→ **TASK OBJECTIVE**:
Omit the images and output every line of the data below exactly.

───

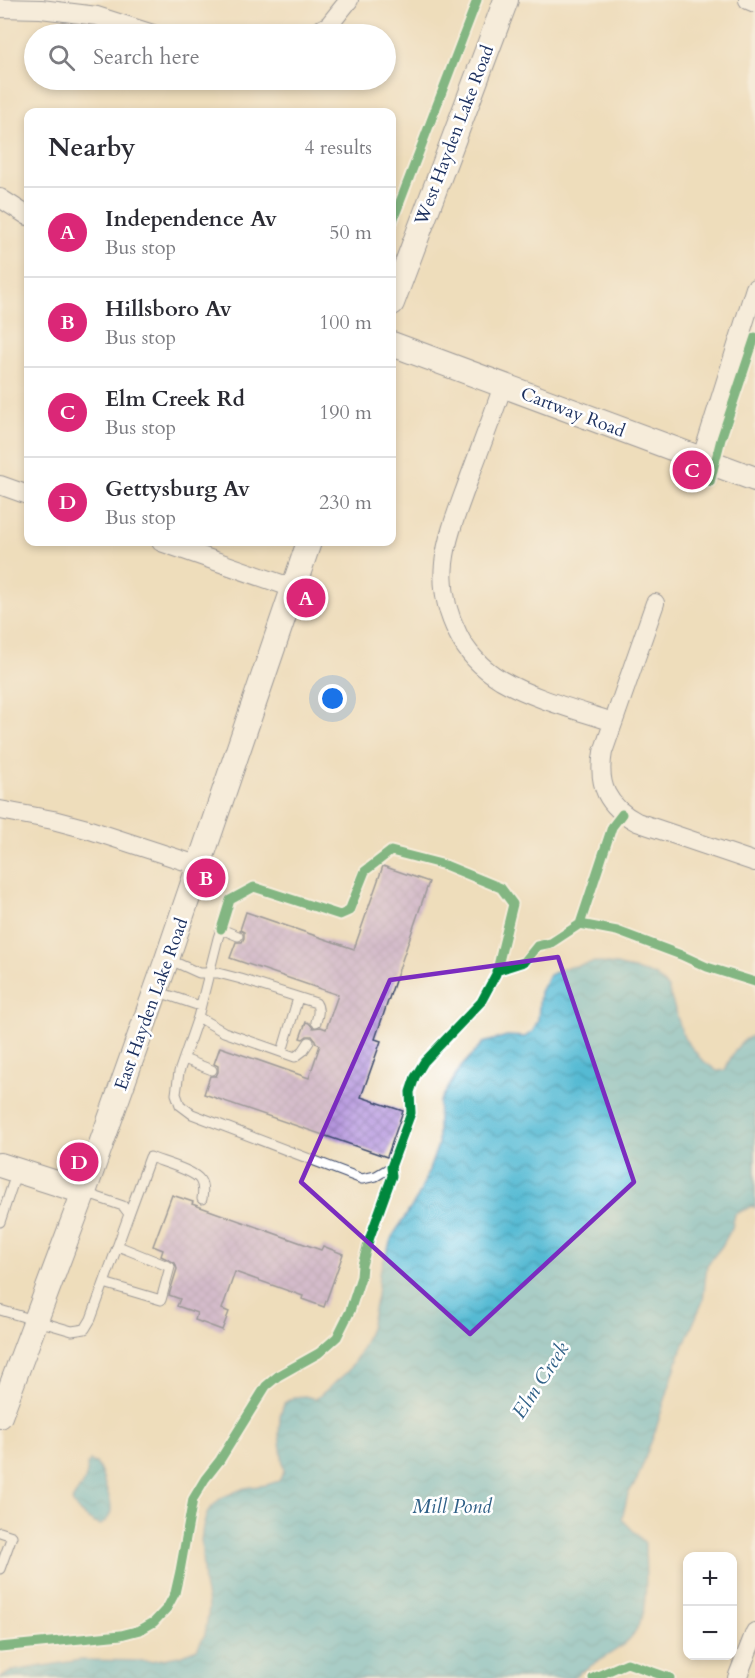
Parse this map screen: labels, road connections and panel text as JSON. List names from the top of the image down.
{
  "streets": {
    "main road": ["West Hayden Lake Road", "Cartway Road", "East Hayden Lake Road"]
  },
  "water": ["Elm Creek", "Mill Pond"],
  "page": {
    "search": "Search here",
    "heading": ["Nearby", "4 results"],
    "list": [
      {
        "mark": "A",
        "name": "Independence Av",
        "note": "Bus stop",
        "value": "50 m"
      },
      {
        "mark": "B",
        "name": "Hillsboro Av",
        "note": "Bus stop",
        "value": "100 m"
      },
      {
        "mark": "C",
        "name": "Elm Creek Rd",
        "note": "Bus stop",
        "value": "190 m"
      },
      {
        "mark": "D",
        "name": "Gettysburg Av",
        "note": "Bus stop",
        "value": "230 m"
      }
    ],
    "pins": [
      "C",
      "A",
      "B",
      "D"
    ],
    "map_buttons": ["+", "−"]
  }
}
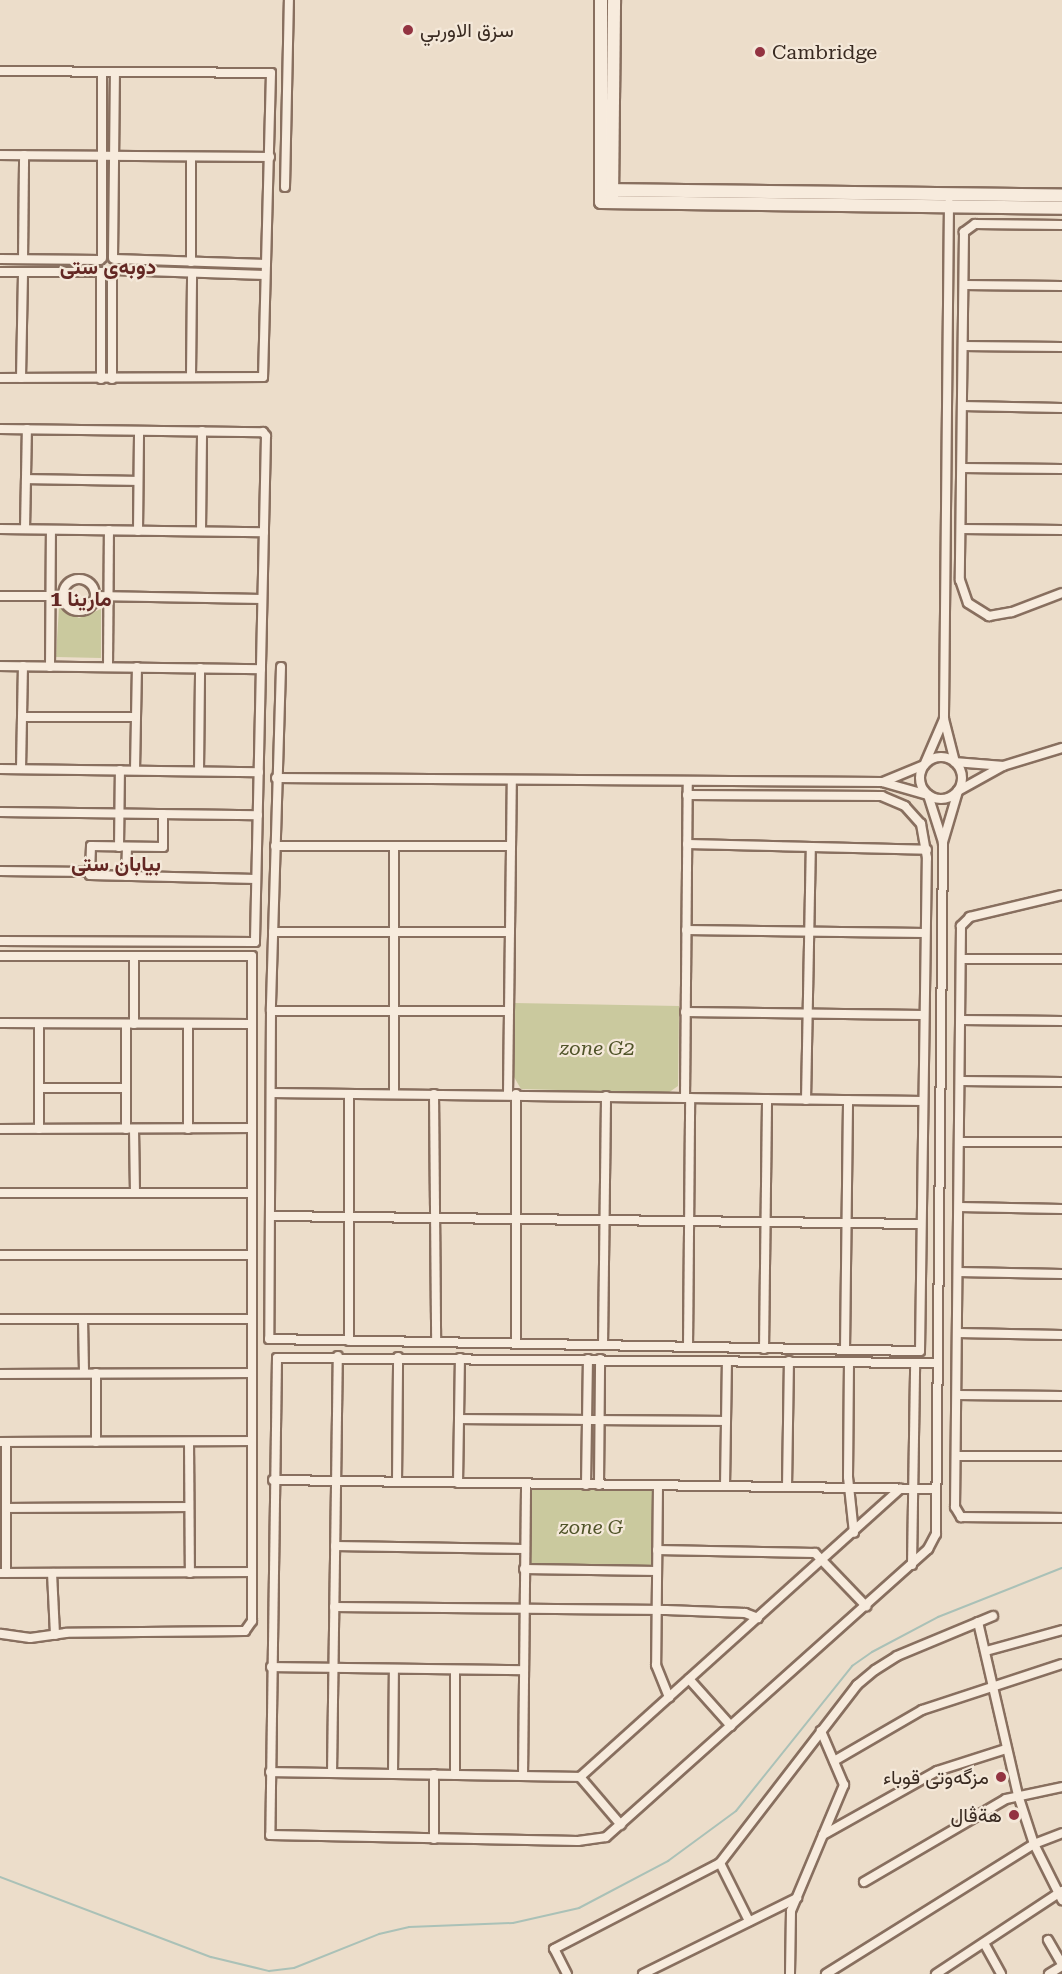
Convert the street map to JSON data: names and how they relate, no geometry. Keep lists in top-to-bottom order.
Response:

───

→ **EXERCISE SOLUTION**:
Parse this map screen: labels, road connections and panel text as JSON. List names from the top of the image down.
{
  "streets": {
    "main road": ["West Hayden Lake Road", "Cartway Road", "East Hayden Lake Road"]
  },
  "water": ["Elm Creek", "Mill Pond"],
  "page": {
    "search": "Search here",
    "heading": ["Nearby", "4 results"],
    "list": [
      {
        "mark": "A",
        "name": "Independence Av",
        "note": "Bus stop",
        "value": "50 m"
      },
      {
        "mark": "B",
        "name": "Hillsboro Av",
        "note": "Bus stop",
        "value": "100 m"
      },
      {
        "mark": "C",
        "name": "Elm Creek Rd",
        "note": "Bus stop",
        "value": "190 m"
      },
      {
        "mark": "D",
        "name": "Gettysburg Av",
        "note": "Bus stop",
        "value": "230 m"
      }
    ],
    "pins": [
      "C",
      "A",
      "B",
      "D"
    ],
    "map_buttons": ["+", "−"]
  }
}
Convert the street map to JSON data: names and how they relate, no geometry. Keep lists in top-to-bottom order.
Response:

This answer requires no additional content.